We tuned the SVM classifier

In [54]:
from sklearn.svm import SVC
model = SVC(C=40,gamma=0.2)
model.fit(train_feature, target)
model.score(train_feature, target)

0.7493371044723351

On test set the accuracy is 66.75%.

In [55]:
model.score(test_feature, test_target)

0.6658258098778544

# 4. Model evaluation

We can use confusion matrix to see what kind of mistakes is our model making in classifying topics.

In [56]:
from sklearn.metrics import confusion_matrix
import numpy
import pandas as pd
dataframe = pd.DataFrame(numpy.array(confusion_matrix(target, model.predict(train_feature))))
dataframe.columns = dataset.target_names
dataframe.index = dataset.target_names

In [58]:
dataframe

Unnamed: 0,alt.atheism,comp.graphics,comp.os.ms-windows.misc,comp.sys.ibm.pc.hardware,comp.sys.mac.hardware,comp.windows.x,misc.forsale,rec.autos,rec.motorcycles,rec.sport.baseball,rec.sport.hockey,sci.crypt,sci.electronics,sci.med,sci.space,soc.religion.christian,talk.politics.guns,talk.politics.mideast,talk.politics.misc,talk.religion.misc
alt.atheism,295,0,0,0,0,1,0,5,6,0,1,2,3,1,4,90,11,8,16,37
comp.graphics,3,367,43,31,27,60,19,0,1,0,0,5,10,6,9,2,0,0,0,1
comp.os.ms-windows.misc,0,51,408,38,27,43,12,1,1,1,1,0,5,0,2,0,0,1,0,0
comp.sys.ibm.pc.hardware,0,26,44,349,100,11,26,5,2,1,0,4,17,4,1,0,0,0,0,0
comp.sys.mac.hardware,1,27,29,78,351,1,40,2,1,3,1,0,36,5,1,0,0,0,2,0
comp.windows.x,0,87,82,7,5,384,7,2,2,2,0,3,2,4,5,0,1,0,0,0
misc.forsale,0,11,7,20,24,4,454,12,8,3,2,2,22,3,9,1,1,0,2,0
rec.autos,2,7,5,0,3,1,22,458,20,7,0,4,31,14,5,1,3,4,5,2
rec.motorcycles,4,2,1,1,2,3,18,95,440,1,2,0,10,5,3,1,2,0,5,3
rec.sport.baseball,2,2,1,0,1,0,4,3,5,537,23,0,4,3,2,1,5,1,2,1


Each row of the confusion matrix represent true class label. Each column represent the label assigned by our model. From the confusion matrix, we can have several observations.
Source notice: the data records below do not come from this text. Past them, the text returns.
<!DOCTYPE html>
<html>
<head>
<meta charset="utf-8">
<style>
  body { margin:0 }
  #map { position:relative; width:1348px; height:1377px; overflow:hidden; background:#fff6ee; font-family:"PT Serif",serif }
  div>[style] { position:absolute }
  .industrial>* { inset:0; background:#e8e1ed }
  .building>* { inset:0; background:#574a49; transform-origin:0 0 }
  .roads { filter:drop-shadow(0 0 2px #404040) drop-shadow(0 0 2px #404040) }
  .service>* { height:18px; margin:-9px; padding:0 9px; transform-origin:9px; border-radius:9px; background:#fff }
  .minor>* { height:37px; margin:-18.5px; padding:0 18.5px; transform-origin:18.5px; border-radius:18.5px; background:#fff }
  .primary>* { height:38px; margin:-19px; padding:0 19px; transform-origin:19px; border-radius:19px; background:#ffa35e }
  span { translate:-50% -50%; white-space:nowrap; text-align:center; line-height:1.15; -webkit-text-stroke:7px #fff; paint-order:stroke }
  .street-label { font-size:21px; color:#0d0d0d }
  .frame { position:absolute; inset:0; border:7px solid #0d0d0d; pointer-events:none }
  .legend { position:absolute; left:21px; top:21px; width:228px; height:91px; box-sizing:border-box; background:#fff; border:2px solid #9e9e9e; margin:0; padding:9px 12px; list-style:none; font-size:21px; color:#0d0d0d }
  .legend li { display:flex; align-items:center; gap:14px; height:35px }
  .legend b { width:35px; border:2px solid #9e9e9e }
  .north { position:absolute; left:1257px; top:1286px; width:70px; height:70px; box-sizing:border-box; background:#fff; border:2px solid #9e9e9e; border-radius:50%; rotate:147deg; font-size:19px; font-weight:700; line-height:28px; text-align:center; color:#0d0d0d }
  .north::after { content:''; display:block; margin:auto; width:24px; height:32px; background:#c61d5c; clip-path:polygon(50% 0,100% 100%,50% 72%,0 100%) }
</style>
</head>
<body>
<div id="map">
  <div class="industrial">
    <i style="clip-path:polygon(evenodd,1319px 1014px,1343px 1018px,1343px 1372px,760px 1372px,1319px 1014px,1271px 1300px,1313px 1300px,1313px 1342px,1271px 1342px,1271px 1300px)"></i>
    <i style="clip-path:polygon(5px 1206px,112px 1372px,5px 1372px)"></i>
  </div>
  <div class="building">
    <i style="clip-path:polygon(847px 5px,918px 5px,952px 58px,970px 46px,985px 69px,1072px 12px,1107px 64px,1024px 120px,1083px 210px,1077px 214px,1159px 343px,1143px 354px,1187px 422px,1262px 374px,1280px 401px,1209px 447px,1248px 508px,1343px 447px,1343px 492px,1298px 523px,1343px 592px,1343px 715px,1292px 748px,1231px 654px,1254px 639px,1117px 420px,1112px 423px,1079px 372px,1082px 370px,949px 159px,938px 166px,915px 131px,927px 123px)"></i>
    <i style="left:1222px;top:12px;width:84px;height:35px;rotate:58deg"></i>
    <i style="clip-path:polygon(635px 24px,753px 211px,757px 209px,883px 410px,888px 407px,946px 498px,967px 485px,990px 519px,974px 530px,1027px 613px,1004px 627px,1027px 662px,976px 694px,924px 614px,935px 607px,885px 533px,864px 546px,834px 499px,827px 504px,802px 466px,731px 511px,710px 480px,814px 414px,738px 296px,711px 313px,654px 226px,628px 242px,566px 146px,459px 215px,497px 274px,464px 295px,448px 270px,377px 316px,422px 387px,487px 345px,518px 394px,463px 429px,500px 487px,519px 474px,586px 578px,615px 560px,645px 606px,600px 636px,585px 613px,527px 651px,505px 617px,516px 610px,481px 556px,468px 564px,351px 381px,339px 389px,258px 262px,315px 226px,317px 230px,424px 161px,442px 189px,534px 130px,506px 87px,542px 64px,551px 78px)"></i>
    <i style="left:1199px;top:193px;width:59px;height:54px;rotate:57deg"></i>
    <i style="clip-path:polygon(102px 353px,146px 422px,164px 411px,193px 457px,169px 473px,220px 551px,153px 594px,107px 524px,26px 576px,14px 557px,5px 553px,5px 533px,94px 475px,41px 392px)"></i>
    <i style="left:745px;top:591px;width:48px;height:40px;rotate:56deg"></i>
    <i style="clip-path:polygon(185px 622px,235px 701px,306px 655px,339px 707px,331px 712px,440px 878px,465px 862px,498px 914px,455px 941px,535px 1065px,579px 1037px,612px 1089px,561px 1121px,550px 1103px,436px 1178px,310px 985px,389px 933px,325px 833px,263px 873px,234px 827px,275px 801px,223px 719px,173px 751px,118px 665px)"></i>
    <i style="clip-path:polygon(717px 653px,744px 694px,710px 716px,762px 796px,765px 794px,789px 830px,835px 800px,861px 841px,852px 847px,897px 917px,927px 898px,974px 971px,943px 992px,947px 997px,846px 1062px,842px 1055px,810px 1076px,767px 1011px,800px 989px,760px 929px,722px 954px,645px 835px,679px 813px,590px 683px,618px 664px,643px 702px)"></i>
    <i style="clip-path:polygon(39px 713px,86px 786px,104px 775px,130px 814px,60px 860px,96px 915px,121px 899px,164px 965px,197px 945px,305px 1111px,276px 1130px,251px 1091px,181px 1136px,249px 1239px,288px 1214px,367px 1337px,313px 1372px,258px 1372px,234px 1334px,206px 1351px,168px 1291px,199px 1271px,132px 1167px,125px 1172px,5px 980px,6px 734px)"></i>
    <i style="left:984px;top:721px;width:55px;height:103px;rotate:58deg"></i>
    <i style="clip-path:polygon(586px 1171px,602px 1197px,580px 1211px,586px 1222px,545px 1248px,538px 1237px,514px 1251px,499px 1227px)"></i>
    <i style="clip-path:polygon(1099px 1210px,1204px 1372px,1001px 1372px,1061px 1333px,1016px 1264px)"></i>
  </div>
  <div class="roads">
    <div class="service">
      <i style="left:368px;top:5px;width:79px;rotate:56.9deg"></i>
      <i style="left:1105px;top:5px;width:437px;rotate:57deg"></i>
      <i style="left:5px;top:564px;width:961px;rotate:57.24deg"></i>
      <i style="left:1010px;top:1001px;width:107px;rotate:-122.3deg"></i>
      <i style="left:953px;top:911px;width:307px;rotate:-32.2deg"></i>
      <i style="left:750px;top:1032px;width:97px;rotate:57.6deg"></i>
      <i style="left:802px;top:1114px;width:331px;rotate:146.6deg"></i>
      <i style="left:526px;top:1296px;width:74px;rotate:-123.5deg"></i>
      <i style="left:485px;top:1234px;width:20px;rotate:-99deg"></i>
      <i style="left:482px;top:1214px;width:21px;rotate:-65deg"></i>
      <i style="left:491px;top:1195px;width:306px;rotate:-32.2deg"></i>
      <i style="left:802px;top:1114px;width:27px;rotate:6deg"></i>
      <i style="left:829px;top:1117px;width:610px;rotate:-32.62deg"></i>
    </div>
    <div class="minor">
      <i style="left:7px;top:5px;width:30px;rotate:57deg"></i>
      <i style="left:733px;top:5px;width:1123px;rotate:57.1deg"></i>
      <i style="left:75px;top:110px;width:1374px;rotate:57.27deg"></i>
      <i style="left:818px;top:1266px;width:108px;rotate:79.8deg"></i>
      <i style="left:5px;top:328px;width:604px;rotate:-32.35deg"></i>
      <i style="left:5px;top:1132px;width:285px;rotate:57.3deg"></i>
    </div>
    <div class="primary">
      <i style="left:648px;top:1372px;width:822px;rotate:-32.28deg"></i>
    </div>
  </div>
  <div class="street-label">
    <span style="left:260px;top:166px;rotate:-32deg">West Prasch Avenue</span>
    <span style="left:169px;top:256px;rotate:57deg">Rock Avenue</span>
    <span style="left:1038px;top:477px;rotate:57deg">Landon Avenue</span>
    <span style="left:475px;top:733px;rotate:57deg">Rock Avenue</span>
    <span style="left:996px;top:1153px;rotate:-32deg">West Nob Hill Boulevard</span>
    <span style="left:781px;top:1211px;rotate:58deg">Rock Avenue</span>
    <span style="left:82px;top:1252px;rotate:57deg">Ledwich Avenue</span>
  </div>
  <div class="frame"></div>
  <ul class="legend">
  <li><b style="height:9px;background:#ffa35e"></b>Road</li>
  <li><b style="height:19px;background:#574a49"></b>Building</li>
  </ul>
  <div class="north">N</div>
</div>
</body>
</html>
For example:

1. Many mistakes made on alt.atheism is assigning the label to soc.religion.christian.
2. 60 threads of comp.graphics is assigned to comp.windows.x
3. 100 threads of comp.sys.ibm.pc.hardware is assigned to comp.sys.mac.hardware

etc.

We can see that a lot mistakes happen between threads both in the same parent subforum such as comp.os.ms-windows.misc and other threads from comp.

One reason for that is that LDA is not fine enough to distinguish between subforums. We may use finer features to represent a topic.

# 5. Further methods to try

Other topic modeling and text classification can be applied to get finer representation of these text. Possible choices are Latent Semantic Indexing and Deep learning methods.